Available DOF for a given perspective depends on the physical aperture diameter; e.g. 50mm f/2 is 25mm (I'm assuming a simple lens here with no pupil magnification). This diameter defines the cone of light coming from each point in the plane of focus and therefore how far out-of-focus things are outside the plane of focus.

You can take the same (FOV, DOF, duration) photo on different formats of course, assuming a lens can be opened up or stopped down far enough. For simplicity of this example, consider a square crop from whatever size film you're using; all of the following are equivalent images:
35mm = 24x24mm, 50mm f/2, ISO100, 1/1000s
6x6 = 55x55mm, 114.5mm f/4.6, ISO525, 1/1000s
4x5" = 100x100mm, 208mm f/8.3, ISO1730, 1/1000s

Note that they all have the same field of view (37.5 deg diagonal), same DOF in the final print and the same exposure time therefore the same motion visible. Also note that the ISO in each case is proportional to the film area in use, which is to be expected from conservation of energy (photon count): in each case, you have the same physical aperture collecting the same number of photons from the same field of view. If you make an image k times larger in each dimension, you spread the photons k^2 thinner on the film and require a k^2 higher sensitivity to get the same exposure. And that fits with the relative aperture being k times smaller, which is how photographers normally think of exposure.

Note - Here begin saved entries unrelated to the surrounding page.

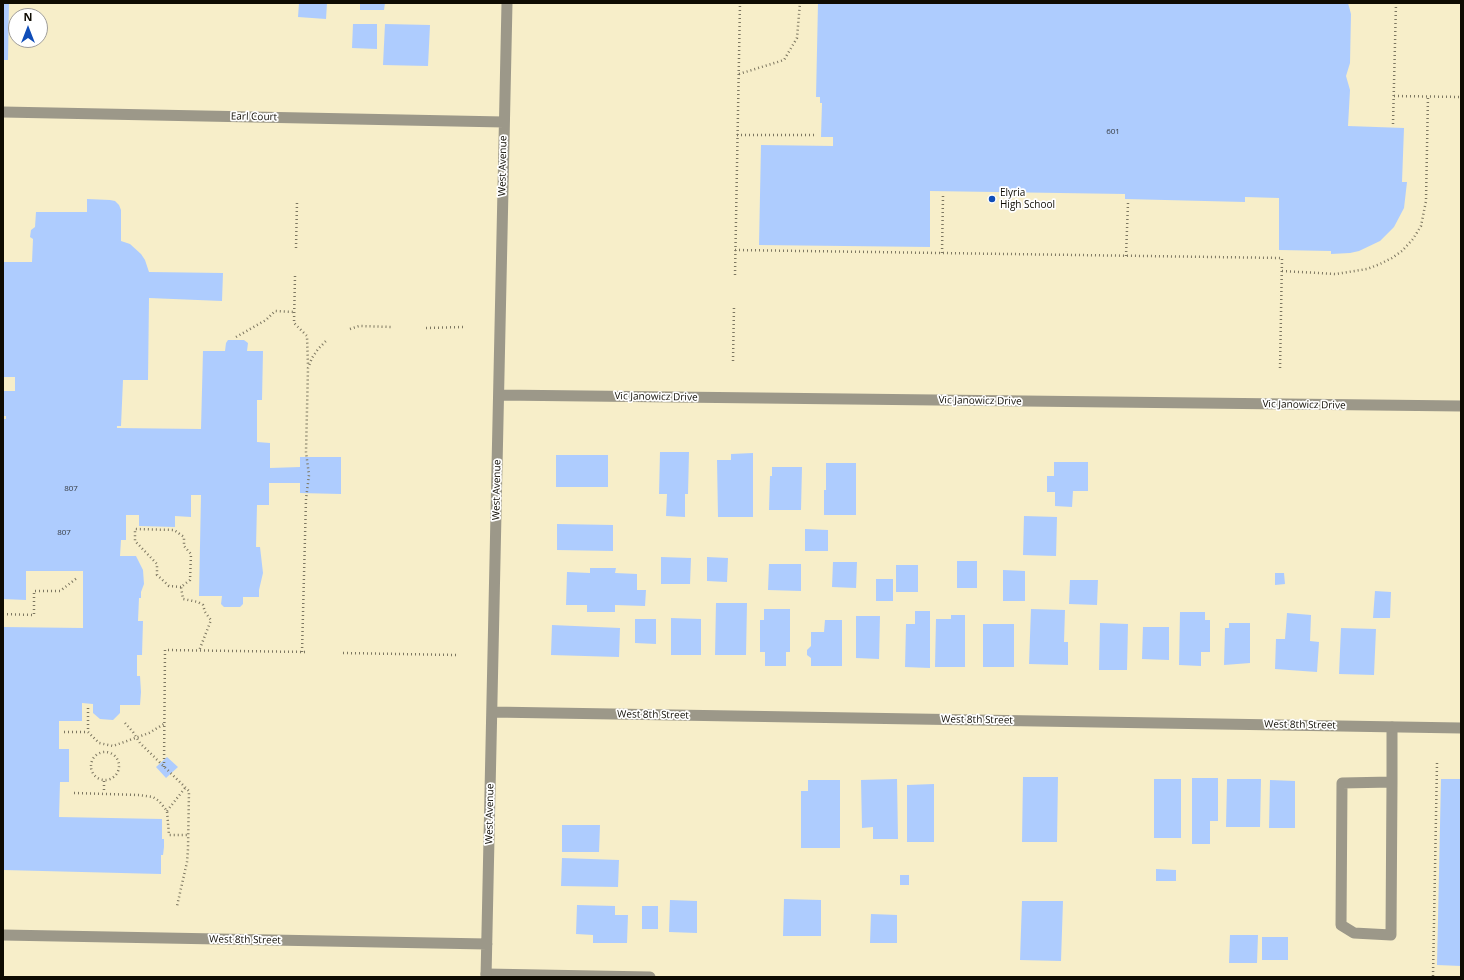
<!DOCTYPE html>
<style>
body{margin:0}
#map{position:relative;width:1464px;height:980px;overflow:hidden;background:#f7eec9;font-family:"Open Sans",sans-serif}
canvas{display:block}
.frame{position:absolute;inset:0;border:4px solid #0e0b02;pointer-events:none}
.north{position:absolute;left:8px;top:8px;width:40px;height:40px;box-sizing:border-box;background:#fff;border:1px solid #9f9d9a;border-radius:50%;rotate:0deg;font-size:11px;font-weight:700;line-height:16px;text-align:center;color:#0e0b02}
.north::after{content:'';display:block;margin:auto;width:14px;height:18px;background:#0f4db8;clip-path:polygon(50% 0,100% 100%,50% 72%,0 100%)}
</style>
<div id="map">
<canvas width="1464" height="980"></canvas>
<div class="frame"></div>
<div class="north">N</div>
</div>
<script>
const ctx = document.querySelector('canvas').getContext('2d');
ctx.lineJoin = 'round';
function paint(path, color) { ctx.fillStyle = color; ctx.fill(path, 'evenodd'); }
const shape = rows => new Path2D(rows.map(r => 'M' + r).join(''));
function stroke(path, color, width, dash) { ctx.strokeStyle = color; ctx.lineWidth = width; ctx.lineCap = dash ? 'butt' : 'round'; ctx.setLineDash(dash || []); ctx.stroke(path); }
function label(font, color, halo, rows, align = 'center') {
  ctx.font = font + ' "Open Sans",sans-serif'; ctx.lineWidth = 3.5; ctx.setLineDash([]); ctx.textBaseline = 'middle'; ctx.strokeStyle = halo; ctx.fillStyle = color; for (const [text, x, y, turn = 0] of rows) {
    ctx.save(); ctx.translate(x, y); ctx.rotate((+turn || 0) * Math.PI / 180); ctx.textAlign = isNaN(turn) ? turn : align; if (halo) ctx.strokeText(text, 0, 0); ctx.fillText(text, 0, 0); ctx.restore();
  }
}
paint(shape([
 [3,3,9,3,8,60,3,60],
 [299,3,327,3,326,19,298,17],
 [360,3,385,3,384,10,360,10],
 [818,3,1348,3,1351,14,1350,63,1346,76,1350,90,1348,126,1404,128,1402,182,1407,182,1404,208,1394,227,1380,241,1359,251,1350,253,1331,254,1331,251,1279,250,1279,198,1245,197,1245,202,1125,199,1125,194,930,191,930,247,759,245,761,145,833,146,833,137,821,137,822,103,820,103,820,97,816,97],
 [353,24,377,24,377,49,352,48],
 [385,24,430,25,428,66,383,65],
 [87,199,110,200,115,201,119,205,121,210,121,241,130,244,141,254,145,260,149,272,223,273,222,301,149,298,148,380,123,380,121,426,117,426,117,428,201,429,203,351,225,351,226,343,228,340,244,340,248,343,247,351,263,351,262,400,257,400,257,442,270,443,270,468,300,467,300,457,341,457,341,494,300,493,300,483,269,483,269,505,257,505,256,547,260,547,263,573,259,590,259,597,243,597,243,604,240,607,224,607,221,604,222,596,199,596,201,495,191,495,191,517,175,516,175,527,139,526,139,515,126,515,126,540,121,540,120,556,136,556,143,570,144,584,141,592,141,598,139,598,138,621,143,621,142,655,137,655,137,676,140,676,141,692,140,705,120,705,120,713,113,720,100,719,93,713,93,704,82,703,82,721,59,721,59,749,69,749,69,782,60,782,59,817,162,819,162,839,164,839,164,847,163,855,161,855,161,874,3,870,3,627,83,628,83,571,26,571,26,600,3,599,3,419,6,419,6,416,3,416,3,391,15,391,15,377,3,377,3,262,32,262,33,239,30,237,31,230,35,227,36,212,87,212],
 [660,452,689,452,688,494,685,494,685,517,666,516,667,494,659,494],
 [753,453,753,517,718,517,717,460,731,460,731,454],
 [556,455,608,455,608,487,556,487],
 [1054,462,1088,462,1088,491,1073,491,1072,507,1055,506,1055,492,1047,492,1047,476,1054,476],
 [826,463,856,463,856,515,824,515,824,490,826,490],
 [772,467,802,467,801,510,769,510,770,476,772,476],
 [1024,516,1057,517,1056,556,1023,555],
 [557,524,613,525,613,551,557,550],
 [805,529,828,530,828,551,805,551],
 [661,557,691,558,690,584,661,584],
 [707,557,728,558,727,582,707,581],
 [957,561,977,561,977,588,957,588],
 [833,562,857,562,856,588,832,587],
 [769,564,801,564,801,591,768,590],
 [896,565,918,565,918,592,896,592],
 [590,568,616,568,615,573,637,574,637,590,646,590,645,606,615,605,615,612,587,612,587,605,566,605,567,572,590,573],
 [1003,570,1025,571,1025,601,1003,601],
 [1275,573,1284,573,1285,584,1275,585],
 [876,579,893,579,893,601,876,601],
 [1070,580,1098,580,1097,605,1069,604],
 [1375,591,1391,592,1390,618,1373,618],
 [716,603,747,603,746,655,715,655],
 [764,609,790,609,790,652,786,652,786,666,765,666,765,652,760,652,760,620,764,620],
 [1031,609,1065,610,1064,642,1068,642,1068,665,1029,664],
 [915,611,930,611,930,668,905,667,906,624,915,624],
 [1180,612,1205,612,1205,620,1210,620,1210,652,1201,652,1201,666,1179,665],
 [1287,613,1311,615,1310,641,1319,642,1317,672,1275,669,1276,639,1285,639],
 [951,615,965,615,965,667,935,667,936,619,951,619],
 [856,616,880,616,879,659,856,658],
 [671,618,701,619,701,655,671,655],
 [635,619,656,619,656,644,635,643],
 [825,620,842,620,842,666,811,666,811,658,807,655,807,650,811,646,811,632,824,632],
 [1100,623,1128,624,1127,670,1099,670],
 [1229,623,1250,623,1250,663,1224,665,1225,628,1229,628],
 [983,624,1014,624,1014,667,983,667],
 [552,625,620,628,619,657,551,655],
 [1143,627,1169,627,1169,660,1142,659],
 [1341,628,1376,629,1374,675,1339,674],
 [167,757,178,767,166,778,156,767],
 [1023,777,1058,777,1057,842,1022,842],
 [1192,778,1218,778,1218,821,1210,821,1210,844,1192,844],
 [897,779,898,839,873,839,873,827,862,828,861,780],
 [1154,779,1181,779,1181,838,1154,838],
 [1227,779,1261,779,1260,827,1226,827],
 [1441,779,1461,779,1461,966,1437,965],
 [808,780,840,780,840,848,801,848,801,791,808,791],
 [1270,780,1295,781,1295,828,1269,828],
 [934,784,934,842,907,842,907,785],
 [562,825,600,825,599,852,562,852],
 [562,858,619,860,618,887,561,886],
 [1156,869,1176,870,1176,881,1156,881],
 [900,875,909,875,909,885,900,885],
 [784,899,821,900,821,936,783,936],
 [670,900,697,901,697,933,669,932],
 [1022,901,1063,901,1061,961,1020,960],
 [577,905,615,906,615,915,628,915,627,943,593,943,593,935,576,934],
 [642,906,658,906,658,929,642,929],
 [871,914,897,915,897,943,870,943],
 [1230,935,1258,935,1257,963,1229,963],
 [1262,937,1288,937,1288,960,1262,960]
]), '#aeccfe');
stroke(shape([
 [739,74,784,60,797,38,800,3],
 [1394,96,1461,97],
 [1393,124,1396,3],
 [737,135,817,135],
 [296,248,297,202],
 [735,250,1282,258,1280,370],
 [942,253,943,196],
 [1126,256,1128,203],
 [1282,271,1336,274,1367,269,1380,264,1392,258,1402,251,1413,239,1421,226,1426,201,1428,96],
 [735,275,740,3],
 [295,276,294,323,307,336,308,366],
 [426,328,463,327],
 [350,329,359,326,392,327],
 [236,337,266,320,275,311,295,312],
 [733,361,734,307],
 [181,587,169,586,157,575,157,564,135,541,135,529,174,530,184,537,184,546,191,554,190,580,181,587,183,599,198,602,203,605,205,612,211,620,199,651],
 [3,614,34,615,34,591,60,591,77,578],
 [302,652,306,499,309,475,306,452,308,368,312,358,318,349,327,340],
 [343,653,456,655],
 [88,708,88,732,99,743,113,746,149,733,164,724],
 [125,723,133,732,140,743,189,791,188,849,187,862,177,906],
 [64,732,88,732],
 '91 766a14 14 0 1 1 28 0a14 14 0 1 1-28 0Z',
 [164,767,165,650,306,652],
 [104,781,104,793],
 [74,793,139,795,153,797,159,801,167,811,169,835,189,835],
 [167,811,185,788],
 [1433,976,1437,763]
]), '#7c7660', 2.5, [1, 3]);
stroke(shape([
 [1392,727,1392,782,1391,935,1354,933,1341,925,1342,783,1392,782],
 [486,974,650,977]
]), '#9c9889', 11);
stroke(shape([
 [3,112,504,122],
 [499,395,1461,406],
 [492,712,1461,728],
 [3,935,487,944],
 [486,977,507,3]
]), '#9c9889', 11);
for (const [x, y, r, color] of [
 [992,199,4,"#0f4db8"]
]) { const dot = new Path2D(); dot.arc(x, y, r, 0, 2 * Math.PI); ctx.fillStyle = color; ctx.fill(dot); stroke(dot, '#fff', 1.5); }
label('8px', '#363b41', null, [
 ["601",1113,132],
 ["807",71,489],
 ["807",64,533]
]);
label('10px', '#0e0b02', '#fff', [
 ["Earl Court",254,117,1],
 ["West Avenue",503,166,-89],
 ["Vic Janowicz Drive",656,397,1],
 ["Vic Janowicz Drive",980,401,1],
 ["Vic Janowicz Drive",1304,405,1],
 ["West Avenue",497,490,-89],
 ["West 8th Street",653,715,1],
 ["West 8th Street",977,720,1],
 ["West 8th Street",1300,725,1],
 ["West Avenue",490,814,-89],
 ["West 8th Street",245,940,1]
]);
label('10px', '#0e0b02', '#fff', [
 ["Elyria",1000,193],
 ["High School",1000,205]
], 'left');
</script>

If film technology was such that grain size (area of each granule) was proportional to ISO, and I think that this is very very very approximately true with some significant exceptions, then choice of format would be nearly moot. You could do anything with any format you want, within the limits of lens design... and there's the rub. If someone invented a stupidly-fine-grained (10x finer than Tech Pan!) film of ISO0.25 then we could (according to the above theory of equivalence) shoot with a 5mm f/0.2 lens onto 3mm film. The problem is that we can't really build a lens with a relative aperture bigger than f/0.75 and your final camera won't be that much smaller anyway - the film might be only 3x3mm per frame, but you still need that 25mm hole in the front to collect the light. And then it's a bitch to build an enlarging lens!

The same scaling issues occur when going to larger formats. ISO400 is bearable on 35mm, but there isn't really a viable option of ISO7000 available on 4x5" film though it's very easy to build a 200 f/8 lens. So despite the geometric ability of the formats to be equivalent optically, the technology (lens construction and emulsion too) limits us in each direction. Though you can often pick any two systems and be able to take some equivalent images as per the above definition, the differences in format mean that the two systems have different DOF/speed/resolution envelopes.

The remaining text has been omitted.